With respect, he stated very clearly that he was writing from his own personal perspective. I have no way of knowing why other Fi users haven't commented, but it's possible that it's because there isn't much to add. You either appreciate the OP or you don't.


----------



## Inveniet (Aug 21, 2009)

Silveresque said:


> But as much as I value empathy, logic is equally important. I make decisions impersonally (while still engaging in empathy), because my own personal feelings are not necessarily what is best. There are times for making decisions based on feelings, but in the realm of making ethical judgments, I tend to detach and analyze impersonally. I get out of myself in order to gain perspective. My personal feelings on the matter are not some ultimate source of truth--they are more likely to cloud my judgment and prevent me from seeing the real truth.
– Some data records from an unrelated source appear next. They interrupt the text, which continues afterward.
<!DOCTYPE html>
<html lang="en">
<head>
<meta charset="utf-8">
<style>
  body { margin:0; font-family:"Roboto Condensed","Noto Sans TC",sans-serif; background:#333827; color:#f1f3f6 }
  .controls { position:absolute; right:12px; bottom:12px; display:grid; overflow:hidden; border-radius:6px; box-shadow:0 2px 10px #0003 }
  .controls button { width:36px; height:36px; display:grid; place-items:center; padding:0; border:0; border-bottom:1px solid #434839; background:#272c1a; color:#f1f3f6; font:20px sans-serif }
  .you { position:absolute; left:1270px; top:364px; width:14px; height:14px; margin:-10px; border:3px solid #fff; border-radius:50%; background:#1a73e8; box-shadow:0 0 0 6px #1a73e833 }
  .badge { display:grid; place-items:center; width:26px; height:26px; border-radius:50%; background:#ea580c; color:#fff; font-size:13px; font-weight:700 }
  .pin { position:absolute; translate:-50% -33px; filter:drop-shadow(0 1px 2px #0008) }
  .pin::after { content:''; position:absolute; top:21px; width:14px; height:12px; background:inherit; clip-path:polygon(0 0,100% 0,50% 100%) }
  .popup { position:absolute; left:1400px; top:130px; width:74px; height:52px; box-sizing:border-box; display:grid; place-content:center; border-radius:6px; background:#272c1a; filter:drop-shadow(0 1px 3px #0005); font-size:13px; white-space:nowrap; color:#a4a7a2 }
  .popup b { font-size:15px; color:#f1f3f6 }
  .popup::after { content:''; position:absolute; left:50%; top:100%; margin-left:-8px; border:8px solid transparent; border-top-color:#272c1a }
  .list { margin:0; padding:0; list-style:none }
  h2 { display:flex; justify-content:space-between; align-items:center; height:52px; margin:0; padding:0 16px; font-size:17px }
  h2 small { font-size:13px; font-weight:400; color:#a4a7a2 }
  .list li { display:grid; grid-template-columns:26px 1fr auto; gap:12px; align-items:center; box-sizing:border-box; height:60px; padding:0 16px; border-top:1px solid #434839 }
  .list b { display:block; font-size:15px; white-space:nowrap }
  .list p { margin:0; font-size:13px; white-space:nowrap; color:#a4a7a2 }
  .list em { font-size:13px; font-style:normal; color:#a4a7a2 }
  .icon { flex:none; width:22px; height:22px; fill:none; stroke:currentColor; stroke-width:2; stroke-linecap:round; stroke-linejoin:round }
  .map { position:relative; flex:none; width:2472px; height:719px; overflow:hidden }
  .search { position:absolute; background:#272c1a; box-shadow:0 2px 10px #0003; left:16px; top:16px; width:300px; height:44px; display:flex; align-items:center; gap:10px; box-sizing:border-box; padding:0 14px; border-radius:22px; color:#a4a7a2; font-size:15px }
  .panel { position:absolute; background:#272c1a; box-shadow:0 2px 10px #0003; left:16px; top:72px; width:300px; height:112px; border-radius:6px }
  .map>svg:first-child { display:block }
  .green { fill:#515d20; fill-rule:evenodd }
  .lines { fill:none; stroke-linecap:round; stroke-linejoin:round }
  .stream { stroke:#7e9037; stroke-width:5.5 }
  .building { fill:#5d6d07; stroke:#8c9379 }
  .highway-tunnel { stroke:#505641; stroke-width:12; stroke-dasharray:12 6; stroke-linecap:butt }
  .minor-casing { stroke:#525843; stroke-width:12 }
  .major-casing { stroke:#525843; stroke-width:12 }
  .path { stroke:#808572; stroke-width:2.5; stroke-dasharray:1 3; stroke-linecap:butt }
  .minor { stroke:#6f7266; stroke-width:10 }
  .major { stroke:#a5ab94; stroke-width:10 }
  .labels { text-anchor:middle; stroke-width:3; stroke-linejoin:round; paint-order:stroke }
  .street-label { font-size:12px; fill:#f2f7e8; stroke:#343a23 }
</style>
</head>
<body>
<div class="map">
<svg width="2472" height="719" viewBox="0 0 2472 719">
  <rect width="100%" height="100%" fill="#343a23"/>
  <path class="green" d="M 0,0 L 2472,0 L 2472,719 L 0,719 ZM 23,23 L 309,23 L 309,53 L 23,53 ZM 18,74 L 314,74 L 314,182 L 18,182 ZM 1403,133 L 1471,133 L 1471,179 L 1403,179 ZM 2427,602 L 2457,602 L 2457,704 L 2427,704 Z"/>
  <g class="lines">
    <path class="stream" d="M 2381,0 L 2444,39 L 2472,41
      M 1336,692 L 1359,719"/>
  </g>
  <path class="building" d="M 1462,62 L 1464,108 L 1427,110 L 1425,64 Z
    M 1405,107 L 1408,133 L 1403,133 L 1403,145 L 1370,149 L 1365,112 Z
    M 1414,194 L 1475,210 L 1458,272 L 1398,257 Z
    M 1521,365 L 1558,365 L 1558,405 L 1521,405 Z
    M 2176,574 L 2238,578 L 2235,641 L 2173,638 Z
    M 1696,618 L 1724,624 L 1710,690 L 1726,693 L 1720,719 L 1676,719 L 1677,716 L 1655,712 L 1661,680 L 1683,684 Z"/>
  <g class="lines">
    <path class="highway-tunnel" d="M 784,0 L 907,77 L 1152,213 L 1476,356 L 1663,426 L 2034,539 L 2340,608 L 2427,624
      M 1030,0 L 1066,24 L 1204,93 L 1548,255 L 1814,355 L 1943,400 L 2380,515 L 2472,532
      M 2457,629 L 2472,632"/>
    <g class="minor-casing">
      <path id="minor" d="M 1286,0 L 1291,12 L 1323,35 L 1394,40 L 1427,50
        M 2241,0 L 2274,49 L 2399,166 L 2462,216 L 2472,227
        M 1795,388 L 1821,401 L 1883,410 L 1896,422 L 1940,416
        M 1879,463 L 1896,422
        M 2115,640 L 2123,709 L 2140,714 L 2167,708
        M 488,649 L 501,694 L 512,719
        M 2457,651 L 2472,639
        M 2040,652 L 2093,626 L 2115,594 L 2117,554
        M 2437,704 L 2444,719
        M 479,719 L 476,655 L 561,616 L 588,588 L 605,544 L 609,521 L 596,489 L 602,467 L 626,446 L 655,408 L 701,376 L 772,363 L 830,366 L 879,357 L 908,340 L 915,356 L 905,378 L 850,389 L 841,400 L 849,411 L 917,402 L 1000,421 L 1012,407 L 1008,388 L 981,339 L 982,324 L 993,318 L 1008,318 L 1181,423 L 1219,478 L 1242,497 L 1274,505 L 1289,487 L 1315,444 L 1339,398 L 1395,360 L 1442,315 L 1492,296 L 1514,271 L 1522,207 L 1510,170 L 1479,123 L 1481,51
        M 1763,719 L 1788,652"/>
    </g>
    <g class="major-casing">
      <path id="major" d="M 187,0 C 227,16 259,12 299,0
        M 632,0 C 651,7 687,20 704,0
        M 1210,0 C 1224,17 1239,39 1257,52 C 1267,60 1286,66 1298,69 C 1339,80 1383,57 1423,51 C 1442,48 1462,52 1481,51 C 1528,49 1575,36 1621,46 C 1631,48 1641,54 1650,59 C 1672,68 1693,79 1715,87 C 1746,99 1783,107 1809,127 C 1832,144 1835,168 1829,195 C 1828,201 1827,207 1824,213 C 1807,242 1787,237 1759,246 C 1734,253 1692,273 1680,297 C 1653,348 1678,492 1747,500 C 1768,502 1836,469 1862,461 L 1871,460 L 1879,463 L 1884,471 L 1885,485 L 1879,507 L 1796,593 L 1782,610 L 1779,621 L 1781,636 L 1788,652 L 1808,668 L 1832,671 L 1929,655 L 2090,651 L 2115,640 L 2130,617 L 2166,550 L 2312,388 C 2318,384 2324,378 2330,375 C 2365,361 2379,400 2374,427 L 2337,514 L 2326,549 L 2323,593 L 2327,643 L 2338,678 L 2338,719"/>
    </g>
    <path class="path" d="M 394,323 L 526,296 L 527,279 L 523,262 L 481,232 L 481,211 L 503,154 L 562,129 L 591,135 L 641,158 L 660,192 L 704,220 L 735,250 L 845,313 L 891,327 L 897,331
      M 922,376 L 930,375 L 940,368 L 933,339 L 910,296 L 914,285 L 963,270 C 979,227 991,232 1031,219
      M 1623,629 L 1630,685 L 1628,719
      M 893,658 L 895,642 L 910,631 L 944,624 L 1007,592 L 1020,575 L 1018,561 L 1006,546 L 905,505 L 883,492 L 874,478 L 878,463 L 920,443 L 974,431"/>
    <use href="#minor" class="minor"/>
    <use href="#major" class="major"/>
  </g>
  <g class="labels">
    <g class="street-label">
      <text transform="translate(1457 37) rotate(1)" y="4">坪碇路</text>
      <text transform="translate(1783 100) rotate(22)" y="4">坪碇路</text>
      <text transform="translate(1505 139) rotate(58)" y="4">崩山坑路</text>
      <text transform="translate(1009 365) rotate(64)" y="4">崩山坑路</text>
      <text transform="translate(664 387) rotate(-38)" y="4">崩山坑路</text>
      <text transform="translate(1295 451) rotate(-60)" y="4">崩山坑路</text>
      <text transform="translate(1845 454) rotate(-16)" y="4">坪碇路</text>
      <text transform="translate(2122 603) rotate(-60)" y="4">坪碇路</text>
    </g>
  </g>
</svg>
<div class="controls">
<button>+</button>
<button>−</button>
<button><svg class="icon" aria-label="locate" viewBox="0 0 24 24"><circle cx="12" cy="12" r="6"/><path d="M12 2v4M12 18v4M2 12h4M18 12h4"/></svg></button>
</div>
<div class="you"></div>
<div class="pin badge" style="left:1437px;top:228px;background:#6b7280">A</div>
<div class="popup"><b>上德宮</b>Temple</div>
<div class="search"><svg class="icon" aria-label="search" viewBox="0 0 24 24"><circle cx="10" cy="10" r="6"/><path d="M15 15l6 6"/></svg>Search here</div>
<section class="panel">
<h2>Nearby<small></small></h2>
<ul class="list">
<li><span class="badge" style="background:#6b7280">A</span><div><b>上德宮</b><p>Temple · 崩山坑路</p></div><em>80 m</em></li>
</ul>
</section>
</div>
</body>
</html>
I find it interesting how a thread about Fi, draws in Ti doms like a flame draws in insects.

Anyway your personal musing about empathy seems very in line with what I've tried to say about the topic so far.
Is it a lack of interest or ability we see here, when you think I stand for stuff I've already explained?


----------



## Recede (Nov 23, 2011)

hornet said:


> I find it interesting how a thread about Fi, draws in Ti doms like a flame draws in insects.
> 
> Anyway your personal musing about empathy seems very in line with what I've tried to say about the topic so far.
> Is it a lack of interest or ability we see here, when you think I stand for stuff I've already explained?


I'm not quite sure what you're asking. Could you rephrase it? Also I'm a bit confused as to what you meant by my musing about empathy seeming in line with what you've said in this thread. You said in an earlier post: "...in the Ti user there is zero empathy". Maybe I misunderstood what you meant, but if you really think Ti users are not empathetic, I must object--which is all I was trying to do in my post.


----------



## Inveniet (Aug 21, 2009)

Silveresque said:


> I'm not quite sure what you're asking. Could you rephrase it? Also I'm a bit confused as to what you meant by my musing about empathy seeming in line with what you've said in this thread. You said in an earlier post: "...in the Ti user there is zero empathy". Maybe I misunderstood what you meant, but if you really think Ti users are not empathetic, I must object--which is all I was trying to do in my post.


Okay I'll engage empathy and understanding for one sec and quote myself later in this thread,
where I elaborate on what I meant. In my last post I had ZERO empathy for you.

For some reason the INFJ I was with at the time was like. "Maybe it could be interpreted this way?"
I didn't listen. :-/

Regardless here you go, lazy one. 



> I didn't mean it that way.
> They do have empathy, but not while using Ti.
> They have to switch over to Fe.
> Just as TJs have to switch from Te to Fi to use empathy.
> ...


----------



## Recede (Nov 23, 2011)

hornet said:


> Okay I'll engage empathy and understanding for one sec and quote myself later in this thread,
> where I elaborate on what I meant. In my last post I had ZERO empathy for you.
> 
> For some reason the INFJ I was with at the time was like. "Maybe it could be interpreted this way?"
> ...


Oh okay. Sorry, I did go back and read the rest of your posts before responding and I remember seeing this one, but somehow it didn't register at the time. This is what happens when I'm running on 4 hours of sleep and have a headache. :bored:


----------



## JungyesMBTIno (Jul 22, 2011)

I kind of think Fi is a metric of "who you are in relation to outer circumstances," not really who you are at the core (this is typeless - type is pretty much a situational buffer). It's very much a "where do I stand (based on wanted ideals vs. unwanted ones) and why would I make that choice" function. Ti is more about making sense of actions, but not really considering the meaning of them for themselves - it's impersonal in nature, yet personal in how it's harnessed, while Fi is personal in nature, but impersonally harnessed. It's easiest to notice these at work in the inferior Fi and Ti types, since they're touchy about these questions. Inferior Fi might ask, "How would I know where I stand without experiencing the outcome first?," while inferior Ti might ask, "How would I know it's worth it or important as an truth or concept - what if I don't like it (e.g. subjective concepts, which have an unpredictable way of influencing people, since they are subjective)?"


----------